Dollar Slides as Treasury Yields Hold Above 4% Now

Dollar Slides as Treasury Yields Hold Above 4% Now

Thu, October 16, 2025

The US dollar softened on recent trading days as investors grew more confident the Federal Reserve will begin easing policy next year, and fresh tensions between Washington and Beijing weighed on safe‑haven demand. At the same time, benchmark Treasury yields — especially the 10‑year — remained elevated above the 4% mark, reflecting a mix of inflation persistence, fiscal issuance worries and short‑term funding stress in repo markets.

Dollar moves: Fed bets and trade frictions

Currency traders trimmed long dollar positions after data and central‑bank commentary pushed up the odds of Fed rate cuts over the coming quarters. That shift coincided with renewed diplomatic friction between the US and China, which can create episodic demand for defensive currencies, but in this episode the easing rate outlook carried more weight and nudged the dollar lower.

What drove the slide

Key drivers were updated Fed‑policy expectations and positioning flows. As markets priced in a later timetable for tighter policy, investors rotated out of dollar bets. The drop was moderate — the dollar index fell only a fraction on the day — suggesting traders are still cautious about persistent inflation risks.

Near‑term signals to watch

Watch incoming US inflation prints, Fed speakers and any escalation in Sino‑US trade rhetoric. Stronger‑than‑expected inflation or hawkish Fed comments would likely cap further dollar weakness, while clearer signs of slowing US growth would accelerate dollar softness.

Treasuries: yields steady above 4% amid funding pressure

Despite dollar softness, Treasury yields held at elevated levels. The 10‑year yield remained in the low‑4% area, driven by a combination of sticky inflation expectations, heavy Treasury issuance and intermittent strains in short‑term funding markets.

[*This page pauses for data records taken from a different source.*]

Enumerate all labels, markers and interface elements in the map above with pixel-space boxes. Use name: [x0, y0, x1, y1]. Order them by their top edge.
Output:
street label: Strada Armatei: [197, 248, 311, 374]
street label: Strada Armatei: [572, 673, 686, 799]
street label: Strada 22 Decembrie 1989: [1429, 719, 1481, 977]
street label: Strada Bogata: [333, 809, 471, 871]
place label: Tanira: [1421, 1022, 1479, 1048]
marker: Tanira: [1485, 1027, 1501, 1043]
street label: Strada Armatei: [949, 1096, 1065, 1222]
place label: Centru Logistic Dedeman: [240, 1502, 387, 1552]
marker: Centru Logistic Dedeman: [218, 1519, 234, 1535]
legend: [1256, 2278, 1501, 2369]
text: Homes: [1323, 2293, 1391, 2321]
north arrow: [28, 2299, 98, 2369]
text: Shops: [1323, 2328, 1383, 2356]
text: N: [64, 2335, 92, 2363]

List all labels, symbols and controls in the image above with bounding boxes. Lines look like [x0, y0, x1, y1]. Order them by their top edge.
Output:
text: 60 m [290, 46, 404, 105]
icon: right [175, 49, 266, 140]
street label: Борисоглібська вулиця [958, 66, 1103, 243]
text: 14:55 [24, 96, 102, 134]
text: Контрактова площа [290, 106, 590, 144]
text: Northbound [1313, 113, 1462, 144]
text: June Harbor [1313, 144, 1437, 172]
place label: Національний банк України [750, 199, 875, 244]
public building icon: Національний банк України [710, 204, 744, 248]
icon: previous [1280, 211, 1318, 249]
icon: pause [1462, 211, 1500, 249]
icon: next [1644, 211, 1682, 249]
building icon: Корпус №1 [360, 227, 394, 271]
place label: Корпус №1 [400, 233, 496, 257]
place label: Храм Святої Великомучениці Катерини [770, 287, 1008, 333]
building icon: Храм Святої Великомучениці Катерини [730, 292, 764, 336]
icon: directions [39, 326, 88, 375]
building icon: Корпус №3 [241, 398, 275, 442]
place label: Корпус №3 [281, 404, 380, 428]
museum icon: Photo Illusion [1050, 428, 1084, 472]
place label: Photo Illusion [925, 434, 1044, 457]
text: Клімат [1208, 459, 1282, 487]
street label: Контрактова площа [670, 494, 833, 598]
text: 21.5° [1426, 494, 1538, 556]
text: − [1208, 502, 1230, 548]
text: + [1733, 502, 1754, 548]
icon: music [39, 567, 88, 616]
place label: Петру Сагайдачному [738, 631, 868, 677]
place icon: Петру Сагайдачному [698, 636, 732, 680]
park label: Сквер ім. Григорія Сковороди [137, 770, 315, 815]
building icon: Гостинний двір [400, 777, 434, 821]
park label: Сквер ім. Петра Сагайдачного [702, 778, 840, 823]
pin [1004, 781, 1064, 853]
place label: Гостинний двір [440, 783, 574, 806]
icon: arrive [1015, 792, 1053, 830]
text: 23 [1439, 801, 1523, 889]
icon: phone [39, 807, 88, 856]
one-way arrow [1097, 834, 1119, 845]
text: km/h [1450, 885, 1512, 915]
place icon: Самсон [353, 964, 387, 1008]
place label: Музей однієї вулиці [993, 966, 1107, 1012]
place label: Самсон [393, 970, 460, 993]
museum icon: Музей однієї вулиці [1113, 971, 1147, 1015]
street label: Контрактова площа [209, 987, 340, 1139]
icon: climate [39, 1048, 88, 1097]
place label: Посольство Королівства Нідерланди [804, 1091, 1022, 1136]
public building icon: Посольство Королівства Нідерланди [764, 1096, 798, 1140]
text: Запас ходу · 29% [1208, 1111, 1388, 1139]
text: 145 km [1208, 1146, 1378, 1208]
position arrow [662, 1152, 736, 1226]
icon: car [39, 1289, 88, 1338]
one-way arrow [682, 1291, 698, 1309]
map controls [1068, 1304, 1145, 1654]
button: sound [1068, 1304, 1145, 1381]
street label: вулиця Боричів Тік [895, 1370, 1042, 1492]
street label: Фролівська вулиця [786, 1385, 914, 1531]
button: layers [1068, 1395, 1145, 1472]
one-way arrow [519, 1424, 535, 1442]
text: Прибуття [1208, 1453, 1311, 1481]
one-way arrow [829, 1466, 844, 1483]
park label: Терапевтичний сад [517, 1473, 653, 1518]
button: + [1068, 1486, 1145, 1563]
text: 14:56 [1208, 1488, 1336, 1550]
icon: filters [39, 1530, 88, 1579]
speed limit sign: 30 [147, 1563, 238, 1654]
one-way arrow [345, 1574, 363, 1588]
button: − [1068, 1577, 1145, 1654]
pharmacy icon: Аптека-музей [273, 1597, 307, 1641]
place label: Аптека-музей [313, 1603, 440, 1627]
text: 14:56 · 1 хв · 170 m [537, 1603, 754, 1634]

Repo stress and liquidity cues

Money‑market frictions have reappeared, with spikes in general collateral repo rates and increased usage of the Fed’s standing repo facility by banks. These indicators show episodes of tighter liquidity that can push up term premia and keep longer yields higher than simple Fed‑path models imply.

Outlook for yields

Strategists broadly expect yields to remain elevated in the near term. If the Fed does move toward cuts next year, short‑dated yields should fall first, but long‑dated yields could stay supported by inflation and fiscal deficits — keeping the 10‑year near the low‑4% range over coming months unless a clear disinflation trend emerges.

Conclusion

The recent move sees the dollar soften amid growing bets on Fed easing and renewed trade tensions, while US Treasury yields stubbornly remain above 4% owing to persistent inflation concerns, fiscal supply and episodic funding strains. Short‑term liquidity pressures in repo markets and continued issuance are supporting term premia, meaning long yields may not fall in step with short rates even if the Fed begins easing. Market participants should monitor upcoming inflation data, Fed commentary and repo funding conditions closely: these will determine whether the dollar weakness continues and whether the 10‑year yield reverts materially below the current range. Overall, expect a cautious environment where policy signals and liquidity episodes drive headline moves.